▸ WHAT TO PRODUCE
Look below for the line that contains "M0,0H13L5,45L0,49Z", then copy it and each following line exactly, through and including the line that contains "M692,0L694,4".

##############################

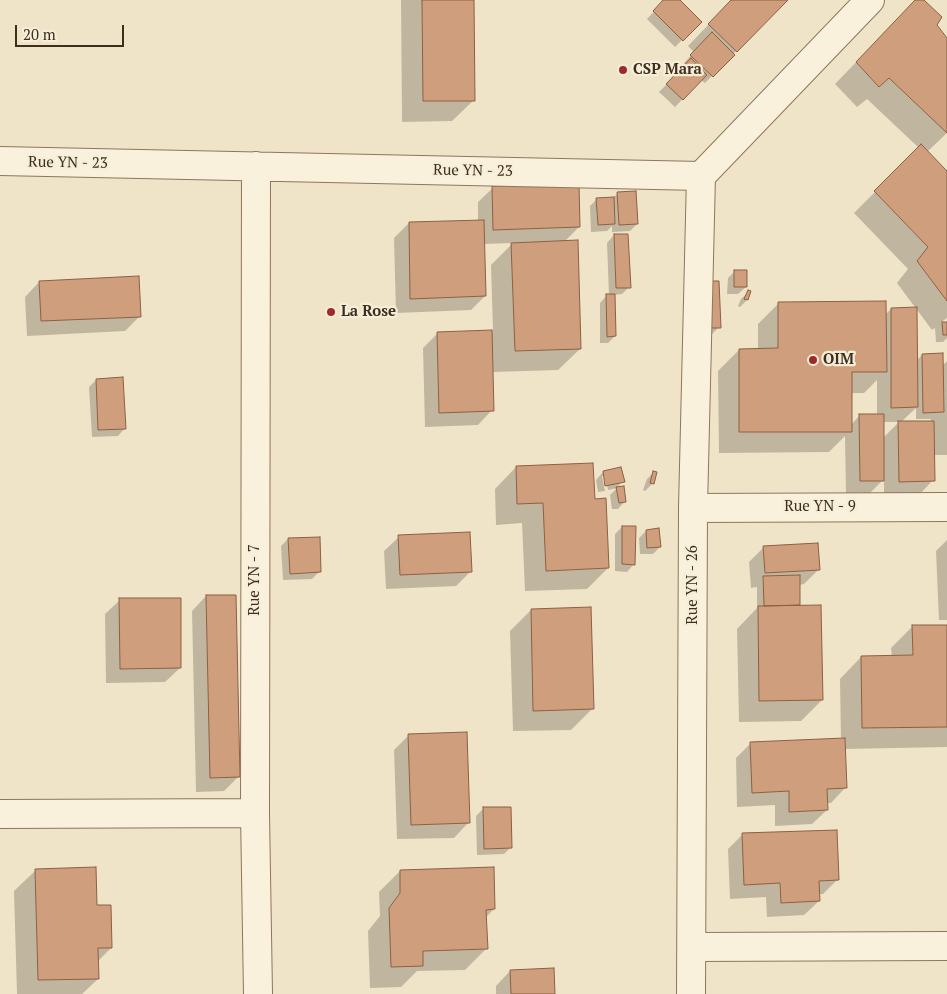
<!DOCTYPE html>
<style>
body{margin:0}
#map{position:relative;width:947px;height:994px;overflow:hidden;background:#f0e4c8;font-family:"PT Serif",serif}
canvas{display:block}
.scale{position:absolute;left:15px;top:25px;width:109px;height:22px;box-sizing:border-box;border:2px solid #3d2e20;border-top:0;padding-left:6px;font-size:15px;line-height:18px;white-space:nowrap;color:#3d2e20;-webkit-text-stroke:4px #f7eed8;paint-order:stroke}
</style>
<div id="map">
<canvas width="947" height="994"></canvas>
<div class="scale">20 m</div>
</div>
<script>
const g = document.querySelector('canvas').getContext('2d');
g.lineJoin = 'round';
function fill(path, color) {
  g.fillStyle = color;
  g.fill(path, 'evenodd');
}
function poly(rows) {
  const path = new Path2D();
  for (const r of rows) {
    path.moveTo(r[0], r[1]);
    for (let i = 2; i < r.length; i += 2) path.lineTo(r[i], r[i + 1]);
  }
  return path;
}
function trace(path, color, width, dash) {
  g.strokeStyle = color;
  g.lineWidth = width;
  g.lineCap = dash ? 'butt' : 'round';
  g.setLineDash(dash || []);
  g.stroke(path);
}
function label(font, color, halo, rows, align = 'center') {
  g.font = font + ' "PT Serif",serif';
  g.lineWidth = 4.5;
  g.setLineDash([]);
  g.textBaseline = 'middle';
  g.strokeStyle = halo;
  g.fillStyle = color;
  for (const [text, x, y, turn = 0] of rows) {
    g.save();
    g.translate(x, y);
    g.rotate((+turn || 0) * Math.PI / 180);
    g.textAlign = isNaN(turn) ? turn : align;
    if (halo) g.strokeText(text, 0, 0);
    g.fillText(text, 0, 0);
    g.restore();
  }
}
fill(poly([
 [401,0,473,0,474,100,452,121,402,122],
 [665,0,679,0,700,22,675,47,647,19],
 [732,0,786,0,705,83,701,80,675,107,659,92,686,65,684,63,694,52,688,46],
 [916,0,922,0,935,25,947,40,947,133,927,152,947,172,947,318,940,323,947,323,947,338,943,342,936,342,935,328,932,330,897,283,908,269,854,213,919,148,867,99,857,107,835,84],
 [493,188,579,227,564,242,580,349,558,370,492,372,492,410,478,425,425,427,423,348,438,333,493,331,491,265,513,243,484,244,485,296,471,310,396,313,394,238,409,223,478,221,478,202],
 [618,193,637,224,630,231,612,232,612,226,607,231,591,232,590,206,597,199,613,198],
 [614,235,629,287,622,294,614,295,615,336,608,343,600,343,600,303,607,295,609,295,607,243],
 [735,271,746,287,738,294,727,294,728,278],
 [39,282,140,316,125,331,27,336,25,297],
 [718,282,719,327,712,334,689,335],
 [749,292,747,300,740,307,738,306,741,299],
 [779,303,885,315,891,309,916,361,922,355,942,366,947,361,947,455,933,455,933,480,919,495,884,496,884,479,868,495,846,495,845,436,829,452,719,453,718,371,739,350,758,350,758,324],
 [877,380,877,415,860,415,851,425,851,393,864,393],
 [916,408,916,419,931,419,931,422,901,422],
 [883,422,899,422,883,438],
 [96,380,125,428,118,436,92,437,89,387],
 [516,467,593,500,608,568,587,589,525,591,522,523,496,525,495,489],
 [603,472,623,481,616,488,625,501,618,509,612,509,610,495,617,488,608,490,605,476,602,476,605,491,598,492,596,480],
 [654,472,656,473,652,484,645,491,643,490,647,479],
 [622,527,634,564,627,572,615,571,615,534],
 [646,531,660,547,653,554,640,554,639,538],
 [399,537,471,571,456,586,386,589,384,551],
 [288,539,320,571,312,579,283,580,281,546],
 [947,540,947,620,939,620,936,551],
 [763,548,819,569,804,584,799,585,799,606,822,700,801,721,739,722,737,629,757,608,757,587,751,588,749,562],
 [206,596,239,776,224,791,196,792,192,611],
 [120,600,180,668,165,682,106,683,105,614],
 [531,610,592,709,571,730,513,731,510,631],
 [913,626,947,626,947,747,844,749,845,788,831,803,826,803,827,810,812,824,775,826,775,805,737,807,736,758,751,743,841,740,840,679,861,657,892,657,891,648],
 [409,735,468,823,454,838,397,839,394,750],
 [483,809,511,847,504,854,477,855,476,816],
 [743,834,837,880,823,894,819,894,819,901,804,915,767,917,766,897,730,899,728,849],
 [36,870,96,907,111,948,97,962,98,979,82,994,17,994,14,891],
 [400,871,494,909,485,918,486,949,465,970,417,971,401,987,370,988,368,931,380,916,379,892],
 [510,971,554,994,496,994,496,986]
]), '#0003');
const building = poly([
 [422,0,474,0,475,101,423,101,422,0],
 [663,0,680,0,702,22,683,41,653,11,663,0],
 [731,0,788,0,737,52,708,24,731,0],
 [915,0,924,0,942,17,937,25,947,38,947,133,889,78,879,87,856,62,915,0],
 [712,32,735,55,713,77,690,55,712,32],
 [691,58,707,75,683,100,666,84,691,58],
 [921,144,947,171,947,301,917,261,928,247,874,191,921,144],
 [579,184,580,227,493,230,492,186,579,184],
 [636,191,638,224,619,225,617,192,636,191],
 [614,197,615,224,598,225,596,198,614,197],
 [484,220,486,296,410,299,409,222,484,220],
 [614,234,628,234,631,288,616,288,614,234],
 [578,240,581,349,515,351,511,243,578,240],
 [734,270,747,270,747,287,734,287,734,270],
 [139,276,141,317,41,321,39,281,139,276],
 [695,281,719,281,721,328,696,328,695,281],
 [748,290,751,291,748,300,744,299,748,290],
 [606,294,615,294,616,336,607,337,606,294],
 [886,301,887,372,852,372,852,432,739,432,739,349,778,348,778,302,886,301],
 [917,307,918,407,891,408,891,308,917,307],
 [942,322,947,322,947,335,943,335,942,322],
 [492,330,494,411,439,413,437,332,492,330],
 [943,353,944,412,923,413,922,354,943,353],
 [123,377,126,429,98,430,96,379,123,377],
 [859,414,884,414,884,481,860,481,859,414],
 [898,421,934,421,935,481,899,482,898,421],
 [593,463,595,499,606,498,609,568,546,571,543,503,517,504,516,466,593,463],
 [621,467,625,482,605,486,603,471,621,467],
 [653,471,657,472,654,484,650,483,653,471],
 [624,486,626,502,619,503,616,487,624,486],
 [622,526,636,526,635,565,622,564,622,526],
 [659,528,661,547,647,548,646,530,659,528],
 [470,532,472,572,400,575,398,535,470,532],
 [320,537,321,572,290,574,288,538,320,537],
 [818,543,820,570,765,573,763,546,818,543],
 [800,575,800,605,764,606,763,576,800,575],
 [206,595,236,595,240,777,210,778,206,595],
 [119,598,181,598,181,668,120,669,119,598],
 [821,605,823,700,759,701,758,606,821,605],
 [591,607,594,709,533,711,531,609,591,607],
 [912,625,947,625,947,727,862,728,861,656,913,655,912,625],
 [467,732,470,823,411,825,408,734,467,732],
 [845,738,847,788,827,789,828,810,789,812,789,791,752,793,750,742,845,738],
 [483,807,511,807,512,848,484,849,483,807],
 [837,830,839,880,819,881,820,901,781,903,780,883,744,885,742,833,837,830],
 [96,867,97,905,111,905,112,948,98,948,99,979,38,980,35,869,96,867],
 [494,867,495,909,486,910,488,949,423,951,423,966,391,967,389,908,400,893,400,870,494,867],
 [554,968,555,994,511,994,510,970,554,968]
]);
fill(building, '#cf9f7d');
trace(building, '#8d5f41', 1);
const minor = poly([
 [0,161,701,176,870,0],
 [256,166,255,813,258,994],
 [693,508,947,507],
 [0,814,255,813],
 [692,947,947,946],
 [691,994,693,508,701,176]
]);
trace(minor, '#8d765c', 30);
trace(minor, '#faf1dc', 28);
for (const [x, y, r, color] of [
 [623,70,5,"#9e2a2b"],
 [331,312,5,"#9e2a2b"],
 [813,360,5,"#9e2a2b"]
]) {
  const dot = new Path2D();
  dot.arc(x, y, r, 0, 2 * Math.PI);
  g.fillStyle = color;
  g.fill(dot);
  trace(dot, '#f7eed8', 2);
}
label('bold 15px', '#3d2e20', '#f7eed8', [
 ["CSP Mara",633,70],
 ["La Rose",341,312],
 ["OIM",823,360]
], 'left');
label('15px', '#3d2e20', '#f7eed8', [
 ["Rue YN - 23",68,163,1],
 ["Rue YN - 23",473,171,1],
 ["Rue YN - 9",820,507],
 ["Rue YN - 7",255,580,-90],
 ["Rue YN - 26",693,585,-90]
]);
</script>
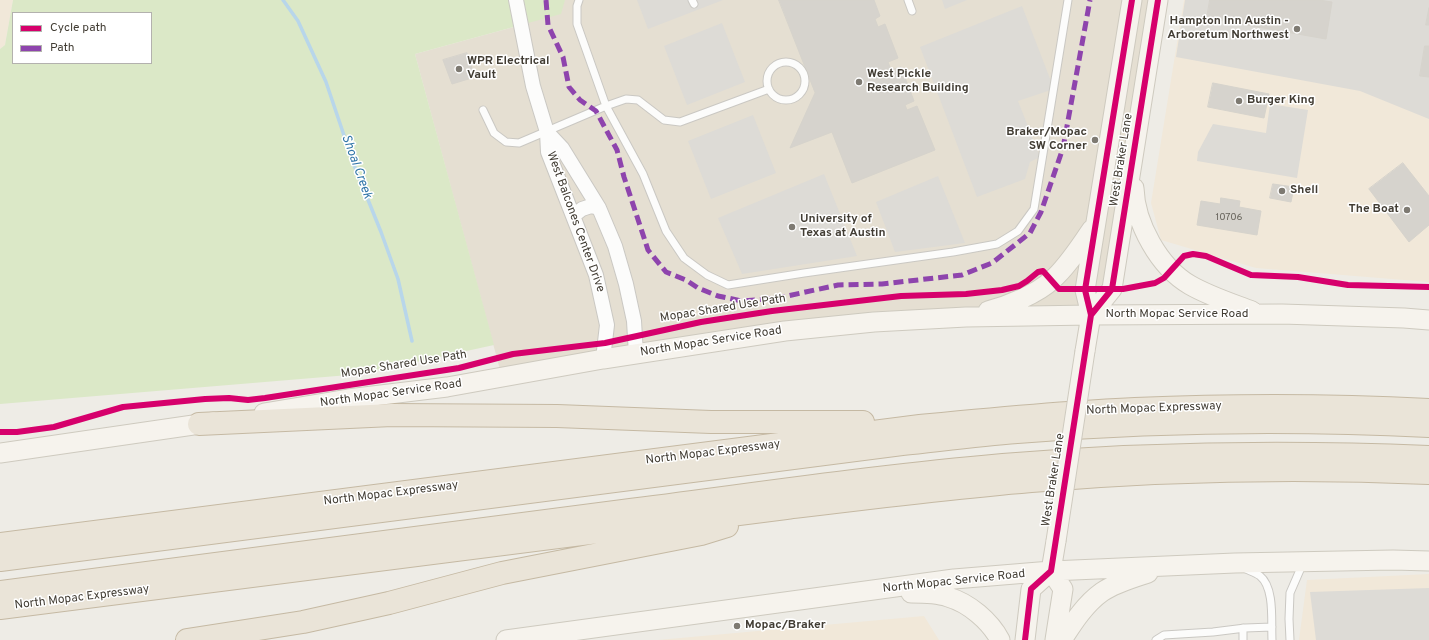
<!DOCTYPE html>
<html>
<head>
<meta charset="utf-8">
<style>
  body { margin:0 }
  #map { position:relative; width:1429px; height:640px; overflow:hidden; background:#eeece6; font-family:Overpass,sans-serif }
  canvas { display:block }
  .legend { position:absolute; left:12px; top:12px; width:140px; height:52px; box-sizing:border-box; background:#fff; border:1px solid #b3b1ae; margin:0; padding:5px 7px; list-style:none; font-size:12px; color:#423d34 }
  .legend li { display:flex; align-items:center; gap:8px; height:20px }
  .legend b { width:20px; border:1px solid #b3b1ae }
</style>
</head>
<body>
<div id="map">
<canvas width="1429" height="640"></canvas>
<ul class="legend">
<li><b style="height:5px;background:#d6006c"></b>Cycle path</li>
<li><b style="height:5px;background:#8e44ad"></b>Path</li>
</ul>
</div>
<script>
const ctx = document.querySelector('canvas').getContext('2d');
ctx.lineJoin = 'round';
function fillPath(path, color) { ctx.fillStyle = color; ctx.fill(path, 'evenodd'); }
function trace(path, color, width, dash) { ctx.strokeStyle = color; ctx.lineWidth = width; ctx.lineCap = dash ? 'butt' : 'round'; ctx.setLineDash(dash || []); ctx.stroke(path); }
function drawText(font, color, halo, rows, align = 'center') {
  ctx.font = font + ' Overpass,sans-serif'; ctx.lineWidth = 3; ctx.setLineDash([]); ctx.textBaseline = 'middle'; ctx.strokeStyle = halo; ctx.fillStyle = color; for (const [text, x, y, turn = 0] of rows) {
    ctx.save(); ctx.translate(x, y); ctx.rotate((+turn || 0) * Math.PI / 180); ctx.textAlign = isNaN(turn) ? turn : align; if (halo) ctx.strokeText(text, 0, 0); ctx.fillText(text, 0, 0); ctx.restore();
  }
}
fillPath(new Path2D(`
  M0,0H13L5,45L0,49Z
  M1184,0H1429V282L1256,268L1161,240L1151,203Z
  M1429,574V640H1299L1307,580Z
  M924,616L939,640H658Z`), '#f1e8d9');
fillPath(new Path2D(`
  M516,0H1158L1112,289L1091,315L966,317L502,377L415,54L521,25Z`), '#e5dfd2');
fillPath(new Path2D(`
  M13,0H565L561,14L415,54L494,345L361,374L0,404V49L5,45ZM13,13H151V63H13Z`), '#dbe8c7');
fillPath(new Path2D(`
  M637,0H723L648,29Z
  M942,0H967L945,9Z
  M1185,0H1429V119L1360,91L1176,57Z
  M1022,6L1054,89L1018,101L1040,157L1030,162L1025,179L977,197L920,47Z
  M722,23L745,82L687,105L664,46Z
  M1270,104L1308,110L1297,178L1197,161L1198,152L1213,124L1266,133Z
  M753,115L776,173L711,199L688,141Z
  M824,174L857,256L742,274L718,218Z
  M938,176L965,243L895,252L876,202Z
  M1429,588V640H1316L1310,592Z`), '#dddbd6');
trace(new Path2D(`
  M283,0L298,21L326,82L354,165L381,232L398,279L412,341`), '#b8d6ea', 3.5);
const building = new Path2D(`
  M779,0H874L880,16L875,19L878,27L885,24L898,58L888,62L891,70L901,67L914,101L905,105L907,110L917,106L935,150L852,183L832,132L790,148L815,93Z
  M1210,0H1319L1332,2L1326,39L1207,18Z
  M1429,8V25H1426Z
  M1425,46H1429V77L1420,76Z
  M467,53L475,77L452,84L443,60Z
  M1213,83L1269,94L1264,118L1208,107Z
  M1403,163L1429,196V225L1409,242L1369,189Z
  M1273,184L1294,187L1291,202L1270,198Z
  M1221,198L1240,201L1239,207L1261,211L1257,235L1197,225L1201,201L1220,204Z`);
fillPath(building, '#d6d3cd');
trace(building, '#d6d3cc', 1);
const lane = new Path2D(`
  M579,0L577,6V24L606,106L643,174L666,231L684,258L707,275L728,285L804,273L953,252L997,244L1018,231L1034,209L1068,0
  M692,0L694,4
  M908,0L912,11
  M767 81a19 19 0 1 1 38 0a19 19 0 1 1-38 0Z
  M483,110L494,133L506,142L519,143L606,106L626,99L638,100L664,120L680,122L769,89
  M1246,569C1250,571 1256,573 1260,576C1275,588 1271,622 1272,640
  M1243,628V640
  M1156,640L1164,635L1213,632L1245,628L1272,627
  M1290,640L1289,619L1290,593L1303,563`);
const street = new Path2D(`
  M516,0L533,86L547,132L548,152L596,275L607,325L603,359
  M547,132L562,148L599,208L615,246L626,284L634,321L636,354
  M573,216L582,209L591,206L599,208`);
const secondary = new Path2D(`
  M1134,188C1135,223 1159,267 1190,285C1209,296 1231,303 1252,311
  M988,311C1007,306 1037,294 1052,280C1068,266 1080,246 1092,229
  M1091,315L1112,289L1158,0
  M1085,351L1091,315L1085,290L1132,0
  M264,413L348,399L447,387L603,359L785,331L874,322L966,317L1091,315L1282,314L1404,318L1429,320
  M0,453L214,422
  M1051,571L1063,589L1055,640
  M911,593C923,593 937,593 948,597C969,603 990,621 1000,640
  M506,640L954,579L1051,571L1235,563L1393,560L1429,561
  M1025,640L1031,589L1051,571L1056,541
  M1062,640C1073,623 1085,604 1102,592C1115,583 1133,578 1148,573`);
const highway = new Path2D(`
  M199,424L392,415L557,416L711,422H863
  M0,544L920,426C992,419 1063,412 1135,409C1233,405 1331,405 1429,410
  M0,560L902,444C940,440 979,435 1017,432C1154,421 1292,419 1429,426
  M0,592C208,565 415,538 623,511C750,495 876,476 1003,465C1145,453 1287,451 1429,457
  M0,608L786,508C868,498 949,488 1031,481C1163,470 1296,467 1429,473
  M187,640L303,622L389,603L502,573L701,534L727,526`);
trace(lane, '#cac8c3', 9);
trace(street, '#cac8c3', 16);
trace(secondary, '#cecabf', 21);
trace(highway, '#c5b9a3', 24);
trace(lane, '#fcfcfb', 7);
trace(street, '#fcfcfb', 14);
trace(secondary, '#f6f3ed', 19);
trace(highway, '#eae4d8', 22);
const secondaryBridge = new Path2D(`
  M1056,541L1085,351`);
trace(secondaryBridge, '#cecabf', 21, []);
trace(secondaryBridge, '#f6f3ed', 19);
trace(new Path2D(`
  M546,0L548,25L563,57L569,87L580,100L596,111L617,150L624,177L648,250L666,272L686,280L698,288L718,296L742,301L778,298L838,285L882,284L962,275L992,263L1030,233L1041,212L1063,148L1090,0`), '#8e44ad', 5, [10, 5]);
trace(new Path2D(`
  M1091,315L1112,289L1158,0
  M0,432H17L54,427L123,407L205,399L229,398L248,400L265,398L459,368L513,354L605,343L701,322L772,311L901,296L966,294L1002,290L1019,286L1027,281L1038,272L1043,271L1059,289H1123L1155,283L1164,278L1184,256L1193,254L1206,256L1251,275L1298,277L1348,285L1429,287
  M1025,640L1031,589L1051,571L1091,315L1085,290L1132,0`), '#d6006c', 6);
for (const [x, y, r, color] of [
  [1297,29,4,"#7e7a72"],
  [459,69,4,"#7e7a72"],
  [859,82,4,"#7e7a72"],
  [1239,101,4,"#7e7a72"],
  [1095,140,4,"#7e7a72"],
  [1282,191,4,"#7e7a72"],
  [1407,210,4,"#7e7a72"],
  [792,227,4,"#7e7a72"],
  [737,626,4,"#7e7a72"]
]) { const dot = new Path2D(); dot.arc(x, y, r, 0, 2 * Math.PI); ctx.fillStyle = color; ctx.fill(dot); trace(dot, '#fff', 1.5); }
drawText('10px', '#68645c', null, [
  ["10706",1229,218]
]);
drawText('bold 12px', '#423d34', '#fff', [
  ["Hampton Inn Austin -",1289,22,"right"],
  ["Arboretum Northwest",1289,36,"right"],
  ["WPR Electrical",467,62],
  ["Vault",467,76],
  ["West Pickle",867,75],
  ["Research Building",867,89],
  ["Burger King",1247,101],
  ["Braker/Mopac",1087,133,"right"],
  ["SW Corner",1087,147,"right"],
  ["Shell",1290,191],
  ["The Boat",1399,210,"right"],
  ["University of",800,220],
  ["Texas at Austin",800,234],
  ["Mopac/Braker",745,626]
], 'left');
drawText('12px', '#423d34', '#fff', [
  ["West Braker Lane",1122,160,-81],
  ["West Balcones Center Drive",575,222,70],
  ["Mopac Shared Use Path",723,309,-9],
  ["North Mopac Service Road",1177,315],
  ["North Mopac Service Road",711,342,-9],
  ["Mopac Shared Use Path",404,365,-9],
  ["North Mopac Service Road",391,394,-8],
  ["North Mopac Expressway",1154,409,-2],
  ["North Mopac Expressway",713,453,-7],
  ["West Braker Lane",1054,480,-81],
  ["North Mopac Expressway",391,494,-7],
  ["North Mopac Service Road",954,582,-6],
  ["North Mopac Expressway",82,598,-7]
]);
drawText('italic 13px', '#3377a9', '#fff', [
  ["Shoal Creek",356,167,70]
]);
</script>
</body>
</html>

##############################

▸ RESPONSE BOX
  M0,0H13L5,45L0,49Z
  M1184,0H1429V282L1256,268L1161,240L1151,203Z
  M1429,574V640H1299L1307,580Z
  M924,616L939,640H658Z`), '#f1e8d9');
fillPath(new Path2D(`
  M516,0H1158L1112,289L1091,315L966,317L502,377L415,54L521,25Z`), '#e5dfd2');
fillPath(new Path2D(`
  M13,0H565L561,14L415,54L494,345L361,374L0,404V49L5,45ZM13,13H151V63H13Z`), '#dbe8c7');
fillPath(new Path2D(`
  M637,0H723L648,29Z
  M942,0H967L945,9Z
  M1185,0H1429V119L1360,91L1176,57Z
  M1022,6L1054,89L1018,101L1040,157L1030,162L1025,179L977,197L920,47Z
  M722,23L745,82L687,105L664,46Z
  M1270,104L1308,110L1297,178L1197,161L1198,152L1213,124L1266,133Z
  M753,115L776,173L711,199L688,141Z
  M824,174L857,256L742,274L718,218Z
  M938,176L965,243L895,252L876,202Z
  M1429,588V640H1316L1310,592Z`), '#dddbd6');
trace(new Path2D(`
  M283,0L298,21L326,82L354,165L381,232L398,279L412,341`), '#b8d6ea', 3.5);
const building = new Path2D(`
  M779,0H874L880,16L875,19L878,27L885,24L898,58L888,62L891,70L901,67L914,101L905,105L907,110L917,106L935,150L852,183L832,132L790,148L815,93Z
  M1210,0H1319L1332,2L1326,39L1207,18Z
  M1429,8V25H1426Z
  M1425,46H1429V77L1420,76Z
  M467,53L475,77L452,84L443,60Z
  M1213,83L1269,94L1264,118L1208,107Z
  M1403,163L1429,196V225L1409,242L1369,189Z
  M1273,184L1294,187L1291,202L1270,198Z
  M1221,198L1240,201L1239,207L1261,211L1257,235L1197,225L1201,201L1220,204Z`);
fillPath(building, '#d6d3cd');
trace(building, '#d6d3cc', 1);
const lane = new Path2D(`
  M579,0L577,6V24L606,106L643,174L666,231L684,258L707,275L728,285L804,273L953,252L997,244L1018,231L1034,209L1068,0
  M692,0L694,4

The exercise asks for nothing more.